§ **Task statement**
Whenever a line in the material below contains "page", copy that line.

§ **Provided entries**
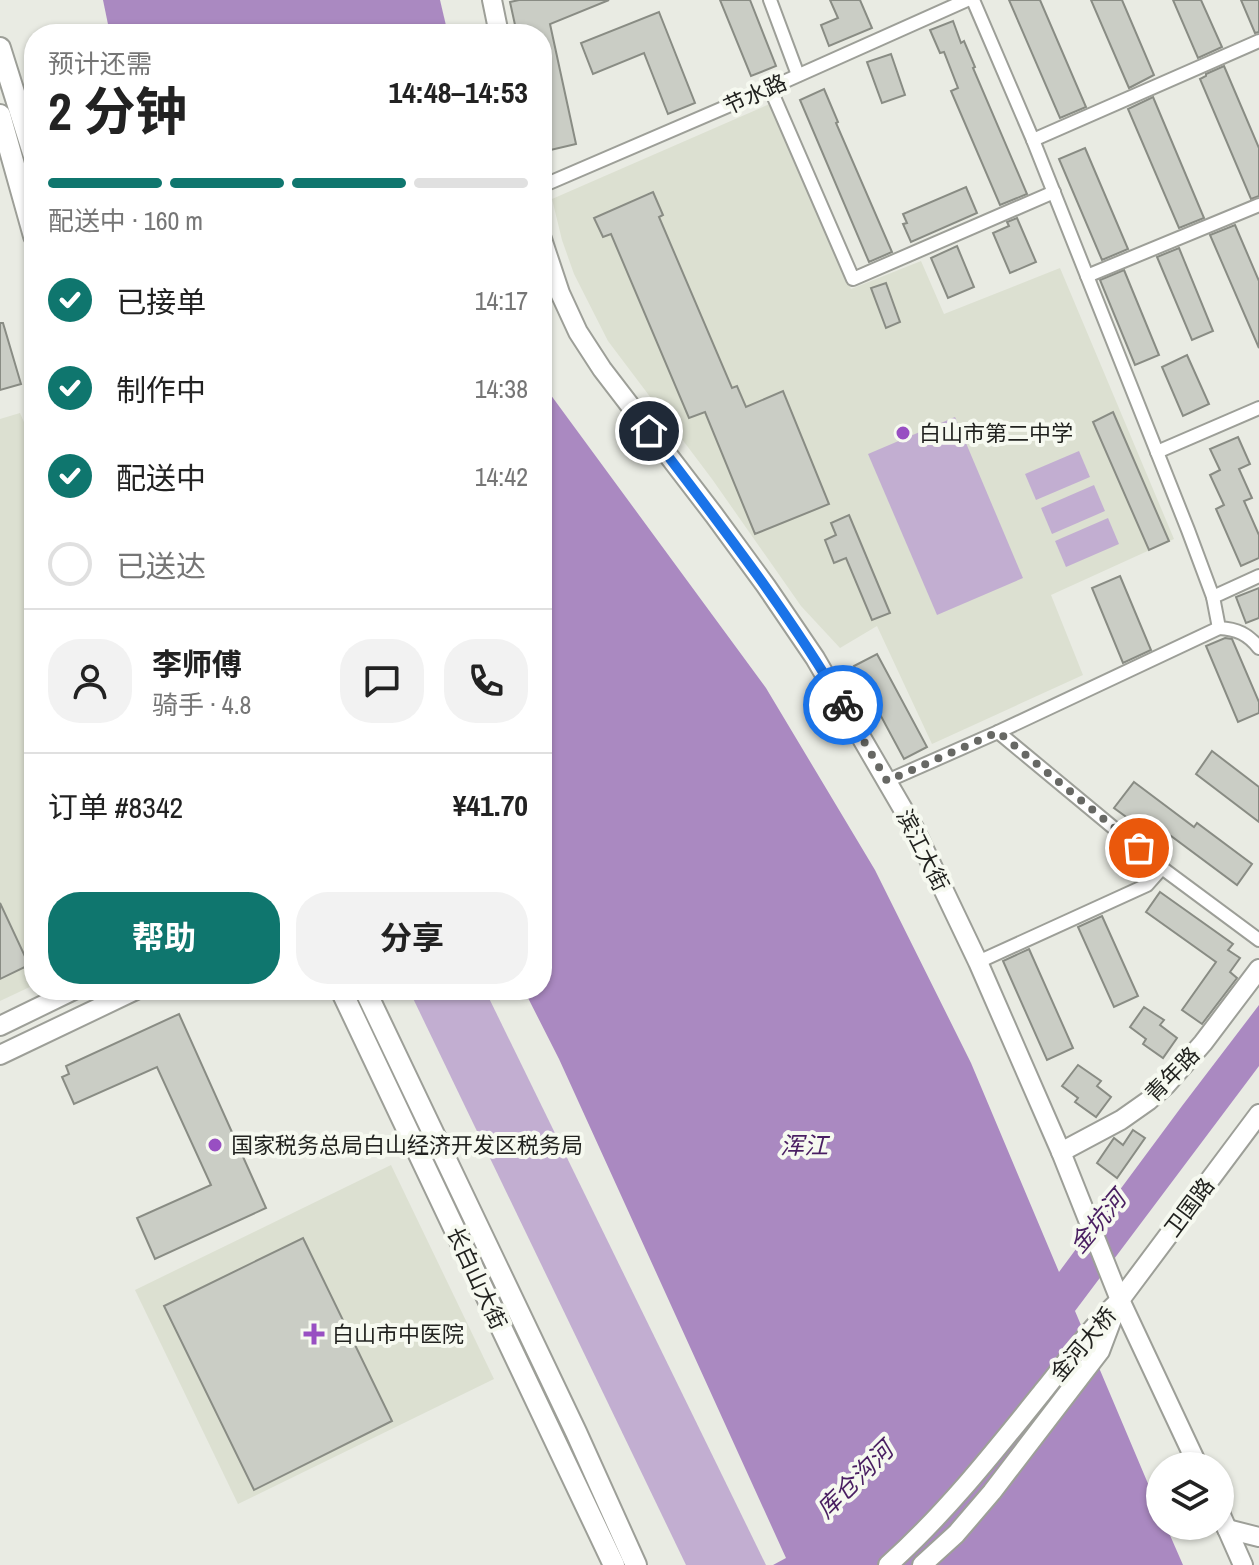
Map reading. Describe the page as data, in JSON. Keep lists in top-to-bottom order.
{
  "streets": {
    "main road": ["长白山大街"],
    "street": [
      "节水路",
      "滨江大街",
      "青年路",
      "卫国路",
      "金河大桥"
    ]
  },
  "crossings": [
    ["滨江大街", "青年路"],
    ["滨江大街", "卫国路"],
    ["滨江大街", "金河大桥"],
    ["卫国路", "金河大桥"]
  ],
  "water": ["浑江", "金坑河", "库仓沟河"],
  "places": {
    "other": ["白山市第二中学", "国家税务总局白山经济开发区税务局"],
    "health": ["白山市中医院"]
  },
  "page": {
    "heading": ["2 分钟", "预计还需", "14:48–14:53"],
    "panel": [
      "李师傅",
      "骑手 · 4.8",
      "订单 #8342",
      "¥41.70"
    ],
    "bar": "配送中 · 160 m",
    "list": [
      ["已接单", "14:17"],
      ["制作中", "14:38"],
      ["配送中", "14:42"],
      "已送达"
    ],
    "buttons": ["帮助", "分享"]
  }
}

§ **The answer**
Map reading. Describe the page as data, in JSON. Keep lists in top-to-bottom order.
  "page": {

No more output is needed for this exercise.